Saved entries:
..............................

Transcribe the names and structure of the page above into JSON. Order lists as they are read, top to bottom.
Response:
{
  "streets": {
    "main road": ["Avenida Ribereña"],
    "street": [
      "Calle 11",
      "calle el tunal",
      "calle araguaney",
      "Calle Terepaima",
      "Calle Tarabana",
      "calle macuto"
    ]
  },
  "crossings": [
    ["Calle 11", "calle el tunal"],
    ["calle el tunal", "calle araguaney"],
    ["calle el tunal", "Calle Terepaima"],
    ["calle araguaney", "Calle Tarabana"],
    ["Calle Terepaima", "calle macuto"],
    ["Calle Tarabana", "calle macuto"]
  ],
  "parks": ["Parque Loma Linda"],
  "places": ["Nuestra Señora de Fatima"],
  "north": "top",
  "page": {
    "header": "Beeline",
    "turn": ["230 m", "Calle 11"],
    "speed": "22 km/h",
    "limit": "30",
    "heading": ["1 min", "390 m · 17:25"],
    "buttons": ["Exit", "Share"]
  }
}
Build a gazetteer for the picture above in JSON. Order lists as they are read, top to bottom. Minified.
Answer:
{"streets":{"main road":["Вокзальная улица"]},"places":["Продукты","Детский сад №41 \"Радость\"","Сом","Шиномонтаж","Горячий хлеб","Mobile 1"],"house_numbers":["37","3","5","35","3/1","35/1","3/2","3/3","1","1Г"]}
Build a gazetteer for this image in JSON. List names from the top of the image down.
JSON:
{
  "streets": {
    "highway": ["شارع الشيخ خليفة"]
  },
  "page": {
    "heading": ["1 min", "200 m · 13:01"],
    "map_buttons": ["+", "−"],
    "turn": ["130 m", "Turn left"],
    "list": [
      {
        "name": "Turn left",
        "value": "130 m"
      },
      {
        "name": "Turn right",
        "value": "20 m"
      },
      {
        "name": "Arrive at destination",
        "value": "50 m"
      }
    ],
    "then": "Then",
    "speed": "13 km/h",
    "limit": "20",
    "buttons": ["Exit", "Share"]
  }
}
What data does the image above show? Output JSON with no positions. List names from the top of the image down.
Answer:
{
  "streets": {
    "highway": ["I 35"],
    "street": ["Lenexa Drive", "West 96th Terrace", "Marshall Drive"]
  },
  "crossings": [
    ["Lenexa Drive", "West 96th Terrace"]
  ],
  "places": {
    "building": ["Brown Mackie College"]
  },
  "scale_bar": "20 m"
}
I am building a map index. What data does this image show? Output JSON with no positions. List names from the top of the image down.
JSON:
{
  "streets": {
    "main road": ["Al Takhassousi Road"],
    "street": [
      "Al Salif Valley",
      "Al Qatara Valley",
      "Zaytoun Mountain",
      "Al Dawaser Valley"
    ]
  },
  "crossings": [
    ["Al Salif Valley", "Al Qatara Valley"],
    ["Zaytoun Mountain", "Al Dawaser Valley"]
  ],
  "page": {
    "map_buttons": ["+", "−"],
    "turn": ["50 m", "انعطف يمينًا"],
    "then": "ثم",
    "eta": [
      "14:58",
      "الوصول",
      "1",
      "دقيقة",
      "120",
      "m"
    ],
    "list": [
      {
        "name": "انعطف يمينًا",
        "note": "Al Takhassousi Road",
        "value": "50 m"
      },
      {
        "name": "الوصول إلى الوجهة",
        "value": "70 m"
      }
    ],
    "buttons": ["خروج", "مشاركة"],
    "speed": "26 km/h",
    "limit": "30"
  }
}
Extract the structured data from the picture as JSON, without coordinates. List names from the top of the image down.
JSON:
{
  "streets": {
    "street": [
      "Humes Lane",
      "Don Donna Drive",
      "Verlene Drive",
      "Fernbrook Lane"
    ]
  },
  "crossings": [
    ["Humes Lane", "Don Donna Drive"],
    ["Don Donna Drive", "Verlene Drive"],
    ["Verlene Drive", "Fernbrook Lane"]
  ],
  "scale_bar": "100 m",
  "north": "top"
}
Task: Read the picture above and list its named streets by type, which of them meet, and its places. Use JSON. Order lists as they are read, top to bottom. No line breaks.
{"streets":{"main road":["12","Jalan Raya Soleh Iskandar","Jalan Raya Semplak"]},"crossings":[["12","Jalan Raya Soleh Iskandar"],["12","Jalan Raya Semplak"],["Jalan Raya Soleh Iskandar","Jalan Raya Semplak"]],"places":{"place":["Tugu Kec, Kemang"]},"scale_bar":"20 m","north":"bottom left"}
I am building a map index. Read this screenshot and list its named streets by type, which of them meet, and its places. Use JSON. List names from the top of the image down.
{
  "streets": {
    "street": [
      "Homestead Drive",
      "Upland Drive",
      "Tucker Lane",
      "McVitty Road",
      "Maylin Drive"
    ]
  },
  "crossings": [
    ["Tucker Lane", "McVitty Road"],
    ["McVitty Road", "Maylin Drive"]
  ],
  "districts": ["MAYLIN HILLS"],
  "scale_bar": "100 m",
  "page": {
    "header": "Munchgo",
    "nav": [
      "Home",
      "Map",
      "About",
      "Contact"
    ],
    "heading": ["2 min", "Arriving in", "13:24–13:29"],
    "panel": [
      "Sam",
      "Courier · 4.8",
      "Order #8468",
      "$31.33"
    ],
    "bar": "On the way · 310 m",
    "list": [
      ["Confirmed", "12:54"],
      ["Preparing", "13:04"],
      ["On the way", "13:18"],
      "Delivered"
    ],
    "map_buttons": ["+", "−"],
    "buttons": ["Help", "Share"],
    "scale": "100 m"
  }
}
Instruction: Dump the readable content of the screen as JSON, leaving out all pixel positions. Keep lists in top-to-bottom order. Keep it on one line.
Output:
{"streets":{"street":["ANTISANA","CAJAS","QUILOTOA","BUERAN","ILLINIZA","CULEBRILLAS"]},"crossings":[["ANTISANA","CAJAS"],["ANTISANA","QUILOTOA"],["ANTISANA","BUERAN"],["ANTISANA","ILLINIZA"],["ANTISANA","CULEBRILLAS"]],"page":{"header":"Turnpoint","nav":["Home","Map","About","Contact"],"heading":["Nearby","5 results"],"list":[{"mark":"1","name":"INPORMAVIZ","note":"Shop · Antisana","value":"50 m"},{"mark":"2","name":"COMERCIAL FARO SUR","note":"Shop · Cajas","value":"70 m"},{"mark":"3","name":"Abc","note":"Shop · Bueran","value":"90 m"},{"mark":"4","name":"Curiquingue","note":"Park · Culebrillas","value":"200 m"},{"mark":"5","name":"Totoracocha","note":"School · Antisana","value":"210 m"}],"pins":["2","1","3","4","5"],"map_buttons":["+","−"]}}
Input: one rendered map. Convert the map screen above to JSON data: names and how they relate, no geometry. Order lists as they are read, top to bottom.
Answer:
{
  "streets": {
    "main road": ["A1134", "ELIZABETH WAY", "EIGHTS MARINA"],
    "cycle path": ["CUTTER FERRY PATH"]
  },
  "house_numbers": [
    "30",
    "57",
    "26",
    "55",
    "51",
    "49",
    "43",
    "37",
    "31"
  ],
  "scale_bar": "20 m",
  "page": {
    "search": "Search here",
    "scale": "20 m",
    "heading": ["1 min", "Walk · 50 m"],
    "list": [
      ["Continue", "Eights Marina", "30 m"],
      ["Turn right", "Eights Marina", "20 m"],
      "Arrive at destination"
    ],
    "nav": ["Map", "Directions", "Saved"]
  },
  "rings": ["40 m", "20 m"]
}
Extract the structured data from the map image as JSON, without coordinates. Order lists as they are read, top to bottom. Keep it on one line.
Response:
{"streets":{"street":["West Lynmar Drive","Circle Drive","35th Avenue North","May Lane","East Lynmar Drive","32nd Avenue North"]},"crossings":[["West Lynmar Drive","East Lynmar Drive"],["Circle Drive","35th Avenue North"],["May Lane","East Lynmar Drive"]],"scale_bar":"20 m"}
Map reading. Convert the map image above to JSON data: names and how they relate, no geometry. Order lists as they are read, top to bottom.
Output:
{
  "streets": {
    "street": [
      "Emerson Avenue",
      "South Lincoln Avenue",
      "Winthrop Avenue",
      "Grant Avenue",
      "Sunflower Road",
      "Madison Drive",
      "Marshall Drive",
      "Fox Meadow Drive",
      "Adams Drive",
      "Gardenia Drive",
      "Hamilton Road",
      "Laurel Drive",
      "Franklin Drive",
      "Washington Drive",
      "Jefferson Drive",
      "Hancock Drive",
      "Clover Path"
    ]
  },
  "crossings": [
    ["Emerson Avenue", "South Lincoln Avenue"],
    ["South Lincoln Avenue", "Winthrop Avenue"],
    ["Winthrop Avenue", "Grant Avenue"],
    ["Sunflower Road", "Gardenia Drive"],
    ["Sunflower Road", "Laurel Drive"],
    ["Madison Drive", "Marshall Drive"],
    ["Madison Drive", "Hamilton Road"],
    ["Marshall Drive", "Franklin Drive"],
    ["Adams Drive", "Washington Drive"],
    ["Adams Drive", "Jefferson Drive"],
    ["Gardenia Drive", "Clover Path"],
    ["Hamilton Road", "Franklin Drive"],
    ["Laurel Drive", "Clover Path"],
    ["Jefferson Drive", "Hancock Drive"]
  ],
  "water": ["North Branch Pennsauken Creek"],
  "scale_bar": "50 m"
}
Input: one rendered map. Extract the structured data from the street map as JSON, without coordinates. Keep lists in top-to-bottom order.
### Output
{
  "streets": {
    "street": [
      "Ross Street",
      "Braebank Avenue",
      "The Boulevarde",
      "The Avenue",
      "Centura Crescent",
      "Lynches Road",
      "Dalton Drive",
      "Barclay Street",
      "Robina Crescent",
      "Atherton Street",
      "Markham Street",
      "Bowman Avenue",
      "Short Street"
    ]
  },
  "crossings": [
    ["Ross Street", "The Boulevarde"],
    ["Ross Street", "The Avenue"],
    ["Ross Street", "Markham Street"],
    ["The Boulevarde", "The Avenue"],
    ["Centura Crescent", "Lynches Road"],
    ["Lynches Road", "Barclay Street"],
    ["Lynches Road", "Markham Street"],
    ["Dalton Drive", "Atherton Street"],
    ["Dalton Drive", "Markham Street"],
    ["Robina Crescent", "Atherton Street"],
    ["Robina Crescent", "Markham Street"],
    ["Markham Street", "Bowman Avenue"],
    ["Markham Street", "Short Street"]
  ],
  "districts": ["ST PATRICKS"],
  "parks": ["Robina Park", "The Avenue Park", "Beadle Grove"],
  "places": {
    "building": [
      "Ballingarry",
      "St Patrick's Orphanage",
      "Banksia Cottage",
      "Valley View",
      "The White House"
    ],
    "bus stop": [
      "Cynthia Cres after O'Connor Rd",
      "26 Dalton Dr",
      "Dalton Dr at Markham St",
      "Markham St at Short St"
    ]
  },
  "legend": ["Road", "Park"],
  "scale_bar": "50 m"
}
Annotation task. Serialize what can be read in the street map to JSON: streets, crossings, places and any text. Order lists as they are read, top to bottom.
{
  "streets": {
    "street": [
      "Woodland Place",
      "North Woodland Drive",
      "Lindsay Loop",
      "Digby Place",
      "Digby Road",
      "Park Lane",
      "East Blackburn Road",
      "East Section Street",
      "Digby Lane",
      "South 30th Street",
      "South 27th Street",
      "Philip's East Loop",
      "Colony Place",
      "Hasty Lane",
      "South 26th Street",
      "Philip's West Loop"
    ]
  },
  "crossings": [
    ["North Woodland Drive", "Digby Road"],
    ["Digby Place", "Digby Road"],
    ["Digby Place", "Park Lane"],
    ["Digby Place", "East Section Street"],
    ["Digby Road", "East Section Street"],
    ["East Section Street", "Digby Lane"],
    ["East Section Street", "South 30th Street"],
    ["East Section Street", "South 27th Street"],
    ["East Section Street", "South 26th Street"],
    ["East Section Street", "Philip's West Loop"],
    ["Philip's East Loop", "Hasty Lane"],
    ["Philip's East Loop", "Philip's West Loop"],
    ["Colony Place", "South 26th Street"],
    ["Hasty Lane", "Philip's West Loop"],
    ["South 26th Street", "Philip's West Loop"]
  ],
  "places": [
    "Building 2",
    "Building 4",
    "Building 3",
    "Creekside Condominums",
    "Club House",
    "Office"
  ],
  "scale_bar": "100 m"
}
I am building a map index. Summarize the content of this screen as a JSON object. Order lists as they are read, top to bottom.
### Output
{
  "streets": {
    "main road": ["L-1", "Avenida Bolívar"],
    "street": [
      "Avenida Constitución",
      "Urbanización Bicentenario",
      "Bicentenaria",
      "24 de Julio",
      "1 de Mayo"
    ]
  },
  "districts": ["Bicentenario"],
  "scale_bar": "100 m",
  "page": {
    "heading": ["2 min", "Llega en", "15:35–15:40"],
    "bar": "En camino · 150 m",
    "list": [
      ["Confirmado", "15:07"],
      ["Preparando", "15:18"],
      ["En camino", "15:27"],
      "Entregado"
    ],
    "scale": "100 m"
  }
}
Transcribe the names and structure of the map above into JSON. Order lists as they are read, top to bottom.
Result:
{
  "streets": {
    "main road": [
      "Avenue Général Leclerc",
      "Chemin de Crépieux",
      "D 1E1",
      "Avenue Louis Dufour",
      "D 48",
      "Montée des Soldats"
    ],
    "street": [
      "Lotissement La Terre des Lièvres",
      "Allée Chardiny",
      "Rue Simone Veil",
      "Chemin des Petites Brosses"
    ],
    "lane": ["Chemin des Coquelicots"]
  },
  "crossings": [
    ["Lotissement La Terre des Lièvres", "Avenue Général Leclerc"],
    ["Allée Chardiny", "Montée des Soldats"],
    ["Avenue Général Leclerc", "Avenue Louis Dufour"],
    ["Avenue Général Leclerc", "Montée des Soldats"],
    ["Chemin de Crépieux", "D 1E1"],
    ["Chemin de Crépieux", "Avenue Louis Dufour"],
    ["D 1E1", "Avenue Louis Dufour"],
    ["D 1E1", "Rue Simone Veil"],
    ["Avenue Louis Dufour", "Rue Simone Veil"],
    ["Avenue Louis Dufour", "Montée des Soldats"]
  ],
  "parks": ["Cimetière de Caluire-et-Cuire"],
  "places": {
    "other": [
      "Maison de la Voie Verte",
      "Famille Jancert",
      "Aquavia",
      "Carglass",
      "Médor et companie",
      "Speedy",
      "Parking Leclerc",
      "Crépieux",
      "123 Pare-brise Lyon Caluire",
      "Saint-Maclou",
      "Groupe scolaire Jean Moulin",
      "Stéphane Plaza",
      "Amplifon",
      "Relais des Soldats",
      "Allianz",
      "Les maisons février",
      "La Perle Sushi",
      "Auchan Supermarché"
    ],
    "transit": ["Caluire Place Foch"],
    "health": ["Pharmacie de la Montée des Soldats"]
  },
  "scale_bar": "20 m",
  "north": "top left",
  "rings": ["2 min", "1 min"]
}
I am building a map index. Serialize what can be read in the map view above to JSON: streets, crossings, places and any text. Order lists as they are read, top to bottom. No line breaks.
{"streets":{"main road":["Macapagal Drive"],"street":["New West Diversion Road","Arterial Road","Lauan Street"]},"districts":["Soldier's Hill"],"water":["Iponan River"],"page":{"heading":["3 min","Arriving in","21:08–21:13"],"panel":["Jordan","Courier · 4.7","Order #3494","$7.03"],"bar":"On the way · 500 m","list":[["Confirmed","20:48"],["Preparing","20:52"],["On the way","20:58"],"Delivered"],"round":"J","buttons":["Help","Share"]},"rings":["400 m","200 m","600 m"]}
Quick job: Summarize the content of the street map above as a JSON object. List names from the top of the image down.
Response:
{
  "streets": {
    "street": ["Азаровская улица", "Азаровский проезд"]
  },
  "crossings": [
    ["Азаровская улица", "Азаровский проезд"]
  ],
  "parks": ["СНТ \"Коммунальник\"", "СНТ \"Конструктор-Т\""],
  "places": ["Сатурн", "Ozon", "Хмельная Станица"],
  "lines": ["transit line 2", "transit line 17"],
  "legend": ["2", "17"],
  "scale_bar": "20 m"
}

..............................

* **HOW TO COMPLETE THIS TASK**
Find the lines above that include the string "relate" and copy them.

* **ANSWER AREA**
Input: one rendered map. Convert the map screen above to JSON data: names and how they relate, no geometry. Order lists as they are read, top to bottom.
Map reading. Convert the map image above to JSON data: names and how they relate, no geometry. Order lists as they are read, top to bottom.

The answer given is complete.